··· Dataset records ···
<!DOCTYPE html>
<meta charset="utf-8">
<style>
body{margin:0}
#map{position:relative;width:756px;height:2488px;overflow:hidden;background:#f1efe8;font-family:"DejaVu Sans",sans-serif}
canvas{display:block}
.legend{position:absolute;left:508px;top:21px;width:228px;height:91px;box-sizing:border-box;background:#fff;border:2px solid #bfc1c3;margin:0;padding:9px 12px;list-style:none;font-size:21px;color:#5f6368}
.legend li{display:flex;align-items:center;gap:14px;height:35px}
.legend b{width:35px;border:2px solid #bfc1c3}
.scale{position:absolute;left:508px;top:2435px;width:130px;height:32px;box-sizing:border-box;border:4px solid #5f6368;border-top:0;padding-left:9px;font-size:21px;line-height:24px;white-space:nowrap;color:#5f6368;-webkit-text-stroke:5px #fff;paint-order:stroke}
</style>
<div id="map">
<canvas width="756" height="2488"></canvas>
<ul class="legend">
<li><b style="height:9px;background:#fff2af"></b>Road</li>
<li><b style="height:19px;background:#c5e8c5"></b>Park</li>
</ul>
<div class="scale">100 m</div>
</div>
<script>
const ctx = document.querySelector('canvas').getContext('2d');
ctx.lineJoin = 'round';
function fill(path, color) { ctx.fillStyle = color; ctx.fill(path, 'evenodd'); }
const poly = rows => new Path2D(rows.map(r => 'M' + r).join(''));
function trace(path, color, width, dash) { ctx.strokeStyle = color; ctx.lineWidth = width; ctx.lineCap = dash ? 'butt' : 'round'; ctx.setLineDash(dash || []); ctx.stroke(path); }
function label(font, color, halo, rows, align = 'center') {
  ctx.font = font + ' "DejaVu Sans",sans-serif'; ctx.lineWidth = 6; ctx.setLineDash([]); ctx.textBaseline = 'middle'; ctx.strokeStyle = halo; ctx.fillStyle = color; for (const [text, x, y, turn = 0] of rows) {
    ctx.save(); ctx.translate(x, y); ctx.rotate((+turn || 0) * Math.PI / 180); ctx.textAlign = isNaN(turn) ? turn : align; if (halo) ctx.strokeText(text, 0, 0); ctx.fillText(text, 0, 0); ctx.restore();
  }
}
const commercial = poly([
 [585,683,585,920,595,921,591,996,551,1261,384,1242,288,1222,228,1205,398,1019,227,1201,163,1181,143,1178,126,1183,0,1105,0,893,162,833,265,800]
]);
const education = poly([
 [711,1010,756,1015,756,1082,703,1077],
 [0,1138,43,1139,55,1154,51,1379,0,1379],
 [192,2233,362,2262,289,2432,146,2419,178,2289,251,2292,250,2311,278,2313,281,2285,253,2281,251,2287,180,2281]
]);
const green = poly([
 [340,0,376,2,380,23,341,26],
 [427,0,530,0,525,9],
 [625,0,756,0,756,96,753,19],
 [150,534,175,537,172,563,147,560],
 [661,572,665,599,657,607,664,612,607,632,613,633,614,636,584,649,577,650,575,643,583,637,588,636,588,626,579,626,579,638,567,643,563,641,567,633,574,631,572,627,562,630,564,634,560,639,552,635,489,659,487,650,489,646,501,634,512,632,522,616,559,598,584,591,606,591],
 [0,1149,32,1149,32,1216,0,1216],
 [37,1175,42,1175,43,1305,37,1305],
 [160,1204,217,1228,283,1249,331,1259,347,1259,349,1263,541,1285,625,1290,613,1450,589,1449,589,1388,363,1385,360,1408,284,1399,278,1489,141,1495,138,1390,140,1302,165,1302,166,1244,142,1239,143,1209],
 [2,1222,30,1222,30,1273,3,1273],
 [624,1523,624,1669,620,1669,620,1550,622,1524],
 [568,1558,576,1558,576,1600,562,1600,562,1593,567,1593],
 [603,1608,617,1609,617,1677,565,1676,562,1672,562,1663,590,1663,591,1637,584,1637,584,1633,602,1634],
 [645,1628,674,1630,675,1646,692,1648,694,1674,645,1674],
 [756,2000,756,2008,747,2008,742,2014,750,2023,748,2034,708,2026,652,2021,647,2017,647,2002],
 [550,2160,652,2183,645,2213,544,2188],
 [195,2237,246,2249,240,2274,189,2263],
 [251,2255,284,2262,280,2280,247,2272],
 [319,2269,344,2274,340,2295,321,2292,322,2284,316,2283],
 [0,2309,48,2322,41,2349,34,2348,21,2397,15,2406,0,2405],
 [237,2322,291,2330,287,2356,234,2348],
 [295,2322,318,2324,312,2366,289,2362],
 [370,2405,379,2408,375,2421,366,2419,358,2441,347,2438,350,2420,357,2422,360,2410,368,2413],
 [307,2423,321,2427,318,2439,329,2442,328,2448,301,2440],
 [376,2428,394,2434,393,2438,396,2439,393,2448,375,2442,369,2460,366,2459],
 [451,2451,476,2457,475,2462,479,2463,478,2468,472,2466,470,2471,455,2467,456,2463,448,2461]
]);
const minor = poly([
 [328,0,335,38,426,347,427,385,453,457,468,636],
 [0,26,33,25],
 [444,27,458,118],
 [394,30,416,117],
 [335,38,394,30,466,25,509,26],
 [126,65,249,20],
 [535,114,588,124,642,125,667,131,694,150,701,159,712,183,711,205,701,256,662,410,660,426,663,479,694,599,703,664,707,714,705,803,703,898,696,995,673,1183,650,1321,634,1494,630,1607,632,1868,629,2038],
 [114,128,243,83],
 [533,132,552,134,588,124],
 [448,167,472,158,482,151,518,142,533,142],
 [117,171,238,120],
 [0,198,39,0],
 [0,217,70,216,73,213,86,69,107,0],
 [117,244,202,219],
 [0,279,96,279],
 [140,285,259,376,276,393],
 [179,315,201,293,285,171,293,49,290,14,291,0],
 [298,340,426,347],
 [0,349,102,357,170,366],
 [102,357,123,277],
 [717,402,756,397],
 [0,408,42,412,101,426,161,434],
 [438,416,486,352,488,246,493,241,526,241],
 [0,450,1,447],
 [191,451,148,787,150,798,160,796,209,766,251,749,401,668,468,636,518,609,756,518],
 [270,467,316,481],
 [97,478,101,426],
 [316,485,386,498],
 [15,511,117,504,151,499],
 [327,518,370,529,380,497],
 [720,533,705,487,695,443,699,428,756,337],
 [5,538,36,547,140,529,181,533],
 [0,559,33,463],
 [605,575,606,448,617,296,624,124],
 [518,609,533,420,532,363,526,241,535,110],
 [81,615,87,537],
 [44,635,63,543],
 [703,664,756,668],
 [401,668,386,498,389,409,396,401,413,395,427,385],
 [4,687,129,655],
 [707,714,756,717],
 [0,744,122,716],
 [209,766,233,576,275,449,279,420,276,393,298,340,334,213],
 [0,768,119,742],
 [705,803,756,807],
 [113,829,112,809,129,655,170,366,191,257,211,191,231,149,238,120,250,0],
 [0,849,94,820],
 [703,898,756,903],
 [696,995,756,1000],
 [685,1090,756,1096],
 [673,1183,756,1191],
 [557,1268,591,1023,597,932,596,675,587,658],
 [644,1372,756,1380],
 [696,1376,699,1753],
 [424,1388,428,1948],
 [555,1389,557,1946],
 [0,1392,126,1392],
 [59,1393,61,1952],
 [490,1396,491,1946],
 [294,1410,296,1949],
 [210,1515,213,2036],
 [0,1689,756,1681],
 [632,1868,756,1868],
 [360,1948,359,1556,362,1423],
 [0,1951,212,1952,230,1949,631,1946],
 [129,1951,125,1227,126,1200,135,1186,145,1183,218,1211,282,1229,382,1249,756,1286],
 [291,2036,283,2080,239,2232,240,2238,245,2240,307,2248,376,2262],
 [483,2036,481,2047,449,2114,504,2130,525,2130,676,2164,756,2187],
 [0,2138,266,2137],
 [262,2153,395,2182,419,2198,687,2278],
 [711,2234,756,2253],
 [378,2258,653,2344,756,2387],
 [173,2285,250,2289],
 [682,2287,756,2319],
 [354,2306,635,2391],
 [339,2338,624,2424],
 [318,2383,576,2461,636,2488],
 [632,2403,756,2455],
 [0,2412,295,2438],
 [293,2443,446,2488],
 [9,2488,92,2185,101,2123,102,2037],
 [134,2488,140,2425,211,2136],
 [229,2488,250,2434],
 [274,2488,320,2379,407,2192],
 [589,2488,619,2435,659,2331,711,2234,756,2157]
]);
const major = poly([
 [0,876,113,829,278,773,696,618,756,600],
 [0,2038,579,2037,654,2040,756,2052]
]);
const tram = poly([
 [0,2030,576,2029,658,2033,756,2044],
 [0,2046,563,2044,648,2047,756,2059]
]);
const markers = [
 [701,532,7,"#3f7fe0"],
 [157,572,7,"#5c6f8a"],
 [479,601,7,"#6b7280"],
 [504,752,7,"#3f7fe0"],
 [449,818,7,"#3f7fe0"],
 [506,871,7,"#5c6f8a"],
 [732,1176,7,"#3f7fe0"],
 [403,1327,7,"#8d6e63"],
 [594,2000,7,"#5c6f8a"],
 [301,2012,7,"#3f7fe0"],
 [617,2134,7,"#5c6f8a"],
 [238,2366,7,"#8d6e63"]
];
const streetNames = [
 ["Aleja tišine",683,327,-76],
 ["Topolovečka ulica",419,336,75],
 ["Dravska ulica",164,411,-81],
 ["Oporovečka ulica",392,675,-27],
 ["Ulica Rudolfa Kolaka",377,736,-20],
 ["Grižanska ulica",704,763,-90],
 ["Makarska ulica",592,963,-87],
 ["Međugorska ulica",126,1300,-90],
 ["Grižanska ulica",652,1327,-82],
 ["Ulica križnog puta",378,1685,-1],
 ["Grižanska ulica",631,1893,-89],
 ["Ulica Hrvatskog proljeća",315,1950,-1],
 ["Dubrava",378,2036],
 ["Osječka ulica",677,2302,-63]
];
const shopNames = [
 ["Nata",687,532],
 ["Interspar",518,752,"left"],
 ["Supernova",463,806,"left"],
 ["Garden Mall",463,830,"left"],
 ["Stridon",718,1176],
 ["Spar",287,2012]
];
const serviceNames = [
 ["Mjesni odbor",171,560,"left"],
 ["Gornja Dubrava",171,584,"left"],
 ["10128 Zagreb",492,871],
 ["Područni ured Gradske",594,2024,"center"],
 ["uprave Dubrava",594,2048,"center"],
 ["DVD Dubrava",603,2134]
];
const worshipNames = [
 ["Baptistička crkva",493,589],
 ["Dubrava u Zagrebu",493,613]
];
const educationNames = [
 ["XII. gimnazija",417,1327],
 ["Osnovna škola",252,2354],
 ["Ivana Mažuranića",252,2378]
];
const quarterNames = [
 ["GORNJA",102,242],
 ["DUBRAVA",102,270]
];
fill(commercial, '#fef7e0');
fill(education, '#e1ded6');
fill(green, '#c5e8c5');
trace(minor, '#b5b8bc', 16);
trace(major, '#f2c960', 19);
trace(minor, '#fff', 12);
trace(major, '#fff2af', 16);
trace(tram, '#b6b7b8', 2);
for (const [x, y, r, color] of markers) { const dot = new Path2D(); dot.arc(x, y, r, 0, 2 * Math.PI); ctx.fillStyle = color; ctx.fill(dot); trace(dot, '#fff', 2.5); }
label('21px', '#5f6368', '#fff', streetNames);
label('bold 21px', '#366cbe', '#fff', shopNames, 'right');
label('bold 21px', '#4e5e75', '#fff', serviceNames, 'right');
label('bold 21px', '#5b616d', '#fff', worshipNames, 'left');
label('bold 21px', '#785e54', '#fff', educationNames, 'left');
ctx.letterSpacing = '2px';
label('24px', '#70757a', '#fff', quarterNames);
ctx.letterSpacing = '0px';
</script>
···
Task statement:
Filter the entries down to the lines that hold "turn". Copy those lines.

Answer below:
  ctx.font = font + ' "DejaVu Sans",sans-serif'; ctx.lineWidth = 6; ctx.setLineDash([]); ctx.textBaseline = 'middle'; ctx.strokeStyle = halo; ctx.fillStyle = color; for (const [text, x, y, turn = 0] of rows) {
    ctx.save(); ctx.translate(x, y); ctx.rotate((+turn || 0) * Math.PI / 180); ctx.textAlign = isNaN(turn) ? turn : align; if (halo) ctx.strokeText(text, 0, 0); ctx.fillText(text, 0, 0); ctx.restore();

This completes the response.